MWREN: What sectors are performing better than others? Cafazza: We are seeing the most activity in multi-family and apartment projects. That sector is the furthest along in its life cycle in terms of real estate investment recovery. Part of that is because of the remaining fallout of the housing bust. People got out of houses and went to rentals. In the days of the housing slump, there was a lot of demand for rental housing in the St. Louis area. We also saw a lot of development activity in this sector, not only a lot of rehab work but new construction, too. As consumers have seen the economy improve and have gotten more confident, as they’ve continued to get their legs under them, we are starting to see retail perk a little. Retail isn’t making great strides, but we are seeing activity in targeted investment infill areas. We are seeing activity in areas that have good demographics. We are still not seeing speculation by the retailers based on predicted future demographics, though. There was a time when the housing boom was in full bloom when we saw companies making speculative decisions to put themselves in the path of population growth, in the path of where those houses were coming. We are not seeing that today. But in areas with good demographics, we are seeing retailers committing to new space. The good demographics, though, have to be there.
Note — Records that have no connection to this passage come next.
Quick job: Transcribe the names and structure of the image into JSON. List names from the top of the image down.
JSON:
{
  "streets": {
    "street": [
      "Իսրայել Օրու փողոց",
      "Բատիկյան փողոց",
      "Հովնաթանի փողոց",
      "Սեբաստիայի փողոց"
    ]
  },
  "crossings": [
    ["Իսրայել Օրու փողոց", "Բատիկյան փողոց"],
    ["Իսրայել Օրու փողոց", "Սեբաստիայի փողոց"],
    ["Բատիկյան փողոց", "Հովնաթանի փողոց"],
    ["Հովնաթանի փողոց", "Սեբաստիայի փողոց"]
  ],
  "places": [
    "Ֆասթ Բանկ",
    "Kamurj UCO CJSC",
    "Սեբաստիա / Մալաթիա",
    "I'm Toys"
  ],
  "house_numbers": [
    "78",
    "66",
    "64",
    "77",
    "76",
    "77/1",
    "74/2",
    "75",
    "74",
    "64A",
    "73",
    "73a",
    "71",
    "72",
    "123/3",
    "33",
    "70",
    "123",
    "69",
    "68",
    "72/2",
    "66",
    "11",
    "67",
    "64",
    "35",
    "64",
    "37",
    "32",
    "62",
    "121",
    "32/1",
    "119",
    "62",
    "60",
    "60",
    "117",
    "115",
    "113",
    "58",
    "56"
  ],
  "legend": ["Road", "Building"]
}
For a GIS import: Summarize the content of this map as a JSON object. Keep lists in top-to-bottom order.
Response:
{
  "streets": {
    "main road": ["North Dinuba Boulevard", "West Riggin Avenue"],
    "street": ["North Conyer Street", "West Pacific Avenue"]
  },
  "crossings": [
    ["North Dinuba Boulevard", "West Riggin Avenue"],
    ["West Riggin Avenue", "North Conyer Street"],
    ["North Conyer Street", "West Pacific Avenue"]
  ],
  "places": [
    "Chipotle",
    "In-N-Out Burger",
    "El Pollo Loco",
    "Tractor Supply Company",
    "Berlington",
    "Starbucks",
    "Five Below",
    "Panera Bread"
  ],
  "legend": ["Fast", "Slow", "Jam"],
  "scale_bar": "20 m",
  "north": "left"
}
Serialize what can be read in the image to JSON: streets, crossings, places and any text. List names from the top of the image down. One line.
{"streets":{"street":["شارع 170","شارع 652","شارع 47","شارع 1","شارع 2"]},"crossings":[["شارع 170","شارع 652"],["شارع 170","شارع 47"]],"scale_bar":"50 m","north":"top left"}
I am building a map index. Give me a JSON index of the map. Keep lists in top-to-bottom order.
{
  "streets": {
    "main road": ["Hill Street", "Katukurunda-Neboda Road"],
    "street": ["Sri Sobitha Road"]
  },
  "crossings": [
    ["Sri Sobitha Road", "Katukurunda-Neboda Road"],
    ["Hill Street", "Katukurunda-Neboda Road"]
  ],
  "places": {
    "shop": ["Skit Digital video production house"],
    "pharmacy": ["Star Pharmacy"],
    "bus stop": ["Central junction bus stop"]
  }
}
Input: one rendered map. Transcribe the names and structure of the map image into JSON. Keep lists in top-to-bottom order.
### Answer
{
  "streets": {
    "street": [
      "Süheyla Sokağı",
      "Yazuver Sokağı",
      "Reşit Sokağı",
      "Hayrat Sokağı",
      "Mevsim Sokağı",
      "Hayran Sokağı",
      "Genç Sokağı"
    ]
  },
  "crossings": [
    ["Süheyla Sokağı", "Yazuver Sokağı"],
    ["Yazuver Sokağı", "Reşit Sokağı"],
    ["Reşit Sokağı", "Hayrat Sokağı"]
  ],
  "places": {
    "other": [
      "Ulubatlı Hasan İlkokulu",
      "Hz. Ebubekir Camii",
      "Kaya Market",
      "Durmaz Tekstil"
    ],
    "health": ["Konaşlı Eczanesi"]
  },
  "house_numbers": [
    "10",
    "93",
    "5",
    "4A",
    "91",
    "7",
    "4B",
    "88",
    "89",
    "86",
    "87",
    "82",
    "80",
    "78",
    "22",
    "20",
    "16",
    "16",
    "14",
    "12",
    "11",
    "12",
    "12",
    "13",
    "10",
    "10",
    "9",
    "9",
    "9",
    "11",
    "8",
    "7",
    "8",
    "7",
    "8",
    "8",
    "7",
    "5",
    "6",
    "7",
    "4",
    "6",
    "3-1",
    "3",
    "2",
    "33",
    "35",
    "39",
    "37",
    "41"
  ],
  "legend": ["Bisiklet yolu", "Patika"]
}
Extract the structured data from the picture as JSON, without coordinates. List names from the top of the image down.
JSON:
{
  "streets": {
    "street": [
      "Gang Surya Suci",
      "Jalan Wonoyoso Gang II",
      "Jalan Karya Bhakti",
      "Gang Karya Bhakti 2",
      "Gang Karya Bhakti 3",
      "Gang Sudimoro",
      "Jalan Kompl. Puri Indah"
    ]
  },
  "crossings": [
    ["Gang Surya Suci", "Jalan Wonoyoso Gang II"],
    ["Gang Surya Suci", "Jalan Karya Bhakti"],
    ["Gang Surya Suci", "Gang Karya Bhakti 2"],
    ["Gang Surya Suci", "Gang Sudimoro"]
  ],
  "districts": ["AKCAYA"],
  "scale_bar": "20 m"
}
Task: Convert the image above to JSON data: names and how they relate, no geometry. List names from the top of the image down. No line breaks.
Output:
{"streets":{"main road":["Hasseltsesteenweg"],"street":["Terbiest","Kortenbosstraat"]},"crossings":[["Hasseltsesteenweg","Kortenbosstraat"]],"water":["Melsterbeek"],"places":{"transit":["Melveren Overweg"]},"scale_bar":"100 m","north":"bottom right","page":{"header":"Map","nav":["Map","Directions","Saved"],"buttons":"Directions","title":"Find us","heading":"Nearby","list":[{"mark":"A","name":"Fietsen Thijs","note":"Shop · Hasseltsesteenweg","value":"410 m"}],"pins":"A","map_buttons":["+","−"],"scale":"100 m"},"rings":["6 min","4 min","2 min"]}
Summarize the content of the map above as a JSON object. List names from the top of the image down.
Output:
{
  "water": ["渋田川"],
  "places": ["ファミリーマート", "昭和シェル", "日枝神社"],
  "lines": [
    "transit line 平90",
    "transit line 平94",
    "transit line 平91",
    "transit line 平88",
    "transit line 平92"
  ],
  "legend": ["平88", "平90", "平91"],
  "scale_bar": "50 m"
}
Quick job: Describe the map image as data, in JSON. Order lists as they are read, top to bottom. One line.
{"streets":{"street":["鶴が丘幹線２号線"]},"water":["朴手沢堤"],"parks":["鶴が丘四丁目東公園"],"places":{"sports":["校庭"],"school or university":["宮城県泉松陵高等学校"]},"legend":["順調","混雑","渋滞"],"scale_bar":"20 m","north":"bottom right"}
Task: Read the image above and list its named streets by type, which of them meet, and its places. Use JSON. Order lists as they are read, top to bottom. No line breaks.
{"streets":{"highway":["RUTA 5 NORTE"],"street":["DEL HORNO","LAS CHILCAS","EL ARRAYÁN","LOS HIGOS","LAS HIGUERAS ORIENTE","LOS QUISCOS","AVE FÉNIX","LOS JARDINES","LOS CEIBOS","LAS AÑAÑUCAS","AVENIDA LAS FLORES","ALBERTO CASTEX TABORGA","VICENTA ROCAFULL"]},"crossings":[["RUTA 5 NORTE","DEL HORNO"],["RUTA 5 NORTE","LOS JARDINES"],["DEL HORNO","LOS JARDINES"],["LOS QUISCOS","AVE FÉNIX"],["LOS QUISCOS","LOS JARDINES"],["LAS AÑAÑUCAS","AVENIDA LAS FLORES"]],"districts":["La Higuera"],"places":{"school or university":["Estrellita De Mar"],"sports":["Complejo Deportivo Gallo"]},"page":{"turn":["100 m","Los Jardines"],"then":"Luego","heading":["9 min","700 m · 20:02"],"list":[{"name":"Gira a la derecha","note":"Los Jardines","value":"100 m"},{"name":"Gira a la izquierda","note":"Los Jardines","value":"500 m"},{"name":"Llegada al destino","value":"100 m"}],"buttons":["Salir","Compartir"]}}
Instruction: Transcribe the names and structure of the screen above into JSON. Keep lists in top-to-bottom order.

MWREN: What about in some of the other main commercial sectors? What kind of activity are you seeing in these sectors? Cafazza: Behind retail and multi-family is office space. That is the third most active sector today. We are not seeing any new speculative construction. But good properties are getting recycled. You can still recycle these properties at below-replacement costs. You can refresh and refinish a property. You can present a nice product at a good price. We are seeing that here, and these properties are generating activity. Industrial is the laggard right now. That’s not really surprising if you look at how a recovery works. As the consumers get more confident, as housing improves, retail gets better, too. And as the housing market improves, which we are seeing now, the office market tends to get healthier, too, because when we have more confident consumers they are spending more. This inspires companies to hire more people. When you get more jobs, you get a stronger office market. Once people are spending more and buying more, the industrial market starts to improve because it is needed to replenish the inventory of products that consumers are buying. That’s how I look at it; that’s the spectrum that I’ve seen. To sum up, we’re seeing a little bit of perk in every sector. Some are further along than are others. I’d put multi-family and retail out in front, with office and industrial in third and fourth.
MWREN: What do developers need to have today to earn financing for their projects? Cafazza: That’s hard to answer. Every deal is different. Most banks are still focused on the equity in the deal, in picking the right place to be as far as loan-to-value. The market, though, is changing. Banks are showing more confidence in pursuing deals today. As the multi-family market hums along, you are seeing strong appraisal values and low cap rates in that sector. The banks are focusing on that market. There are a lot of construction dollars being invested in that sector. But banks are looking at different factors when it comes to multi-family than they are, say, when they are considering industrial deals, the segment that is the most behind in its recovery.